■ ABOUT THIS TASK:
Only lines with the word "body" are needed; collect each of them from the listing below.

■ RECORDS TO USE:
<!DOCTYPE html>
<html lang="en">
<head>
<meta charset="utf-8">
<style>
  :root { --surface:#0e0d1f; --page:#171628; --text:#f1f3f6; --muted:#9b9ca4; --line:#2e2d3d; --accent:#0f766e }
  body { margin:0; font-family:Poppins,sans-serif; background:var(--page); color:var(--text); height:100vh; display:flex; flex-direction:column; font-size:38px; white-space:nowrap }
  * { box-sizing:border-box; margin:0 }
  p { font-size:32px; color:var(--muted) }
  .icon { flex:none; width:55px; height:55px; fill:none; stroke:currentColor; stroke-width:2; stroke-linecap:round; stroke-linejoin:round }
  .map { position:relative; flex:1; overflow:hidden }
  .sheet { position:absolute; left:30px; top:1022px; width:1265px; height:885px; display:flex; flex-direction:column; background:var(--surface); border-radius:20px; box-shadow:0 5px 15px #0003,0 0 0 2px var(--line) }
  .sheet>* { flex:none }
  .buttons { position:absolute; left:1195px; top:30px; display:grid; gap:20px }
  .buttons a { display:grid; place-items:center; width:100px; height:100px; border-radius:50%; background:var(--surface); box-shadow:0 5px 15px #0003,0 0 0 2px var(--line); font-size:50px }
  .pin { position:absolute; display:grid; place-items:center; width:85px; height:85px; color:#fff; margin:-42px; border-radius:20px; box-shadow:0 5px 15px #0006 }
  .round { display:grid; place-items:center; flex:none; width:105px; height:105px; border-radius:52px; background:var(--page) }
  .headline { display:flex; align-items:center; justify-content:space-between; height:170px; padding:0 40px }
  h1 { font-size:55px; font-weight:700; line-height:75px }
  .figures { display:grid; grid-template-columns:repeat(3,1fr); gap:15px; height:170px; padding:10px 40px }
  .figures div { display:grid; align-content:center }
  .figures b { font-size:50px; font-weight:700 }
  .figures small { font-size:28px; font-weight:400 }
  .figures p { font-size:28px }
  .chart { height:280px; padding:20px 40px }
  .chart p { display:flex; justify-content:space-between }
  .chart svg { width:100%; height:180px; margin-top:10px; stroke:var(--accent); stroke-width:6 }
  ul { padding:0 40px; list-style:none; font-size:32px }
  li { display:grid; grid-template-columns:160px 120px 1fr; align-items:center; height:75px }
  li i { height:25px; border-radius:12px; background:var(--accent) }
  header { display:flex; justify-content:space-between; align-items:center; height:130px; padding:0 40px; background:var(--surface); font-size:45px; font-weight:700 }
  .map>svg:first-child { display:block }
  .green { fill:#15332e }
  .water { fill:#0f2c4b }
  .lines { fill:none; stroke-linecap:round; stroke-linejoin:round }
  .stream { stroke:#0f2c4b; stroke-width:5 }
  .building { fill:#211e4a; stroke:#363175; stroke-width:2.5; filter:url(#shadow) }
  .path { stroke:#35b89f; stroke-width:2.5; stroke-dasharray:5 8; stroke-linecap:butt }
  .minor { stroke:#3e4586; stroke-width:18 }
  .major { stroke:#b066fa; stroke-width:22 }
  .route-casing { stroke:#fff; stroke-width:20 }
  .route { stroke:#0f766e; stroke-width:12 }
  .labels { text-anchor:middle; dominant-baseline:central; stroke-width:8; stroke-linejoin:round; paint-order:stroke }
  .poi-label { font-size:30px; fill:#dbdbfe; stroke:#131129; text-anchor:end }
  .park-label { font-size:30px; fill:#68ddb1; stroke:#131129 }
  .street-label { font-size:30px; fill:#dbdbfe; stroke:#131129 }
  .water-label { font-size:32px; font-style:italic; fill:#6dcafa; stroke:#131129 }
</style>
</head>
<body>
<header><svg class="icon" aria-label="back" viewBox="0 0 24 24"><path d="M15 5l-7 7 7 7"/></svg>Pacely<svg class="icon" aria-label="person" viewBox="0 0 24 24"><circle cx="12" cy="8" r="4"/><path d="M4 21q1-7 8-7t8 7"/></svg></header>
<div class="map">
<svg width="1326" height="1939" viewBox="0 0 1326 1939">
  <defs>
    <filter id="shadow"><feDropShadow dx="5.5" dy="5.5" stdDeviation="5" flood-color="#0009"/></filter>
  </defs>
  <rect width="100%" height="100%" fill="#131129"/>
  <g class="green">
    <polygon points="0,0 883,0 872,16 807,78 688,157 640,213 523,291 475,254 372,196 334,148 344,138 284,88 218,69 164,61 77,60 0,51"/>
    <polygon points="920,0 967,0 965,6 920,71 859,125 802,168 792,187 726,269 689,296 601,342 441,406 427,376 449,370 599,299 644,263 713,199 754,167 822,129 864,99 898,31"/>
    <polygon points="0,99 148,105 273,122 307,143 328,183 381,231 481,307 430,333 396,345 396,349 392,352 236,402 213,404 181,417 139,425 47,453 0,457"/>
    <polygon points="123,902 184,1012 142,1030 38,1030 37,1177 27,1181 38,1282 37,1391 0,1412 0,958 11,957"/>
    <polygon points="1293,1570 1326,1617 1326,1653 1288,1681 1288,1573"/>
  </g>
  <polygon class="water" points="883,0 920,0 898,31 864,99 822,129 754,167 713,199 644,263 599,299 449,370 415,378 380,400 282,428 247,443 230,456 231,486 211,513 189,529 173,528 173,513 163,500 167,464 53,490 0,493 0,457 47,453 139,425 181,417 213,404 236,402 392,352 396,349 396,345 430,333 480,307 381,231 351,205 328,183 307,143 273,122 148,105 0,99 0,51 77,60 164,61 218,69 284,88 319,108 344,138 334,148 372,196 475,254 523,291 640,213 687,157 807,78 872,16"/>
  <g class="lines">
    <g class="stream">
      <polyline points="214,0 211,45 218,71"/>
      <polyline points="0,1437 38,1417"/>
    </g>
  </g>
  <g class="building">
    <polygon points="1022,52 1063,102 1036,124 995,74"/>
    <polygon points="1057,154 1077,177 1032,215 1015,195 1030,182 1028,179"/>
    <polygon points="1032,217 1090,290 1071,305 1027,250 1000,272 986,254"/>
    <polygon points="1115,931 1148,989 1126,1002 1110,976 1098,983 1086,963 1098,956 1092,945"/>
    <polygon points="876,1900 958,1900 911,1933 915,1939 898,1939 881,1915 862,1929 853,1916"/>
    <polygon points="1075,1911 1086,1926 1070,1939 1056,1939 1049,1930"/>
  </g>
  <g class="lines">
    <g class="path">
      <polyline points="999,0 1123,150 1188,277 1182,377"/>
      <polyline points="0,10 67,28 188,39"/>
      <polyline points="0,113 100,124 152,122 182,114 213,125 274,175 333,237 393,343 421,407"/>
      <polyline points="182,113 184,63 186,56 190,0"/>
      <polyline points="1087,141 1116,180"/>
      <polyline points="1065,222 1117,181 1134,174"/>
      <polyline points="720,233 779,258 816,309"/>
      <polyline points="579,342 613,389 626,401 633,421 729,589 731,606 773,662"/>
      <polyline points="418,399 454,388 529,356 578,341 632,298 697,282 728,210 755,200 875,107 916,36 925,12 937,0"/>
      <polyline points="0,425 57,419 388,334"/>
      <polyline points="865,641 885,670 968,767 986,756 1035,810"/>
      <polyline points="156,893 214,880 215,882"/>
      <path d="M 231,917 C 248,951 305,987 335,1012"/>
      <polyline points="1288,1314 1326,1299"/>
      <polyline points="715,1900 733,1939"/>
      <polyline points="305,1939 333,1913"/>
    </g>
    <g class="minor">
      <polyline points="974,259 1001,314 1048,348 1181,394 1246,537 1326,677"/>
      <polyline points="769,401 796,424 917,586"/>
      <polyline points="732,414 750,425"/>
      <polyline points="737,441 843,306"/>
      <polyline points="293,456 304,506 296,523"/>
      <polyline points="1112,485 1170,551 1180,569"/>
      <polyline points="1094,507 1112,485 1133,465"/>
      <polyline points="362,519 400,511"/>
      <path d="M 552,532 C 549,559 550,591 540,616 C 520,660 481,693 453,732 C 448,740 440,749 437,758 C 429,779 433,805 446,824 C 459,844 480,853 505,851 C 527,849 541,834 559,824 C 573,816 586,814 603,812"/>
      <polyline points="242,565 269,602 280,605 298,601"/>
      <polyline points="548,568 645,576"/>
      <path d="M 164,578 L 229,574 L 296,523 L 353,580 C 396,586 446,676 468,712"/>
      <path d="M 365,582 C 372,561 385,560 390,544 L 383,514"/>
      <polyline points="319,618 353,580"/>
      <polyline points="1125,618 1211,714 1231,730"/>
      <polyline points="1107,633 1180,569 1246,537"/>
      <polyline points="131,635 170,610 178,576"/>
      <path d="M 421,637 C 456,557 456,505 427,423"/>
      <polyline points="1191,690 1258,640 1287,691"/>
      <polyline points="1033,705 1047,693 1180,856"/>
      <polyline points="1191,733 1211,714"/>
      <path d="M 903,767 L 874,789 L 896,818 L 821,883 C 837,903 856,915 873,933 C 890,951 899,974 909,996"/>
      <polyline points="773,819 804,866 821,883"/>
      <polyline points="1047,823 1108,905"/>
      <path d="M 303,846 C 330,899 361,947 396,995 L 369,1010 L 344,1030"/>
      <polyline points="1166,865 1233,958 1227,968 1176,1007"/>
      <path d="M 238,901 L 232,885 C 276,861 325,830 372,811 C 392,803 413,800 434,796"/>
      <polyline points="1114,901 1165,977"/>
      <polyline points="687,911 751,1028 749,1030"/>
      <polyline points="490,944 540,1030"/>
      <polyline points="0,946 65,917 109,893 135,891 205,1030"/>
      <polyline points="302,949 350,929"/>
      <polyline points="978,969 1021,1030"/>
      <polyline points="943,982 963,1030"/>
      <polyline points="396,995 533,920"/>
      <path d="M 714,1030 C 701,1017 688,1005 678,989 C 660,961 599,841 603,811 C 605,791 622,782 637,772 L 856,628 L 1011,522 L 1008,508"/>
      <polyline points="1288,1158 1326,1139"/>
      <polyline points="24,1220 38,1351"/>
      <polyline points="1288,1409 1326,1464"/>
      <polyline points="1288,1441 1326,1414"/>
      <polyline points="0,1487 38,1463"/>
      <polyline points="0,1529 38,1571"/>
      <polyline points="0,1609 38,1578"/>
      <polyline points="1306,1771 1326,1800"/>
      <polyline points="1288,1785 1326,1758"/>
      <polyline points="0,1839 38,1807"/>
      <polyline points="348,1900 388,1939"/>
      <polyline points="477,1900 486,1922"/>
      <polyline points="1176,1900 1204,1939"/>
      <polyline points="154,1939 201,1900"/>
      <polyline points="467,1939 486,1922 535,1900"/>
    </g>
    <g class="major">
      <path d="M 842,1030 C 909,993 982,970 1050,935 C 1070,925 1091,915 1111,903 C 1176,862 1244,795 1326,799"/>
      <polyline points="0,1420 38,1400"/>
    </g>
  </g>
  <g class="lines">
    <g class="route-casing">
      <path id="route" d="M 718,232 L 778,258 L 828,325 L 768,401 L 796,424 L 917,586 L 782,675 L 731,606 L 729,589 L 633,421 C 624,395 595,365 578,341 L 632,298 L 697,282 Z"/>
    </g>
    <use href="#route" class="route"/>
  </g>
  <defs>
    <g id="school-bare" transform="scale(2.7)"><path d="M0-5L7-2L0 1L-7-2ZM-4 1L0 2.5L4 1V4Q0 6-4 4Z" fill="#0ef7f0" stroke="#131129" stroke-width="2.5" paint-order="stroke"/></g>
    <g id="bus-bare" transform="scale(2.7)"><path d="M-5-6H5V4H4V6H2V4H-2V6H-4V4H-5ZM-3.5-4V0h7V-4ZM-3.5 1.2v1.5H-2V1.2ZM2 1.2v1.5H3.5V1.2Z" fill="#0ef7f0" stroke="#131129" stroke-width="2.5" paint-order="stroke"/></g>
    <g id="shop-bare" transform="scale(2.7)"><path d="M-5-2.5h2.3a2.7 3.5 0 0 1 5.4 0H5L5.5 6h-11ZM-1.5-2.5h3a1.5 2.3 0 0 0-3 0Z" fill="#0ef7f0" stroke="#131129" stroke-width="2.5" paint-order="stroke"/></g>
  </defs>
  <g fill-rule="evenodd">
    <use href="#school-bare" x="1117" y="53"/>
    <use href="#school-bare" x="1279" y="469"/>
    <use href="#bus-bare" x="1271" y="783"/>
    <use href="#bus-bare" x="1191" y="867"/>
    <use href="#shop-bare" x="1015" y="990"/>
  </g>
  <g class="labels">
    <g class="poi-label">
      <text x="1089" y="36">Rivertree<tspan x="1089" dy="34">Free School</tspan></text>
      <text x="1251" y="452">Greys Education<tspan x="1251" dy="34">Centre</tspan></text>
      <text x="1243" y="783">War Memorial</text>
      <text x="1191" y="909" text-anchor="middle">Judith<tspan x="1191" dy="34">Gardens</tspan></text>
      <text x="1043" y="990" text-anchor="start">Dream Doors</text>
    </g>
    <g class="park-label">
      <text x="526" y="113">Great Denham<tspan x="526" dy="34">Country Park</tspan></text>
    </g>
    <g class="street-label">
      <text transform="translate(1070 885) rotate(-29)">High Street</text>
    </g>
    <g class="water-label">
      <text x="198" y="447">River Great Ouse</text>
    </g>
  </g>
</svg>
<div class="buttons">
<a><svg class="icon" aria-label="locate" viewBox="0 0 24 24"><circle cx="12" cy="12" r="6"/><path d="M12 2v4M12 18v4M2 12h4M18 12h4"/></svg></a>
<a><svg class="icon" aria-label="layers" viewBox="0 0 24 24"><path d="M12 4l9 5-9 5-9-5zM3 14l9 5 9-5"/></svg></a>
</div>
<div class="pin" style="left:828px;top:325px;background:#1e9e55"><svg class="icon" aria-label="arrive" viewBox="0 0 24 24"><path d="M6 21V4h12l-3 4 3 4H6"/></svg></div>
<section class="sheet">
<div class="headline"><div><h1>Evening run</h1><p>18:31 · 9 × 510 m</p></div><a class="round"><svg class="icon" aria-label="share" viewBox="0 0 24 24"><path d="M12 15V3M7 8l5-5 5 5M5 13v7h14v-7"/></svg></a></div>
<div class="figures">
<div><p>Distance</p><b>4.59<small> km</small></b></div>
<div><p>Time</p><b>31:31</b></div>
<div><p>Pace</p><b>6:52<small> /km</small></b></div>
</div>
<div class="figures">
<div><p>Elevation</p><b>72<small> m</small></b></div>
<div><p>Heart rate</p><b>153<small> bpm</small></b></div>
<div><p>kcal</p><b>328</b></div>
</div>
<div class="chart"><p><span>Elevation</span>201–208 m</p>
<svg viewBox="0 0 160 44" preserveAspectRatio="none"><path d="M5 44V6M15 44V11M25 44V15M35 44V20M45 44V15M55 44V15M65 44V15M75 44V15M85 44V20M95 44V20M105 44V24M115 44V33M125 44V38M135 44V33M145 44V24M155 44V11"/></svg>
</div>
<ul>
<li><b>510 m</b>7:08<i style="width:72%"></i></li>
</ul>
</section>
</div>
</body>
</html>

■ SOLUTION TO THIS PROBLEM:
  body { margin:0; font-family:Poppins,sans-serif; background:var(--page); color:var(--text); height:100vh; display:flex; flex-direction:column; font-size:38px; white-space:nowrap }
<body>
</body>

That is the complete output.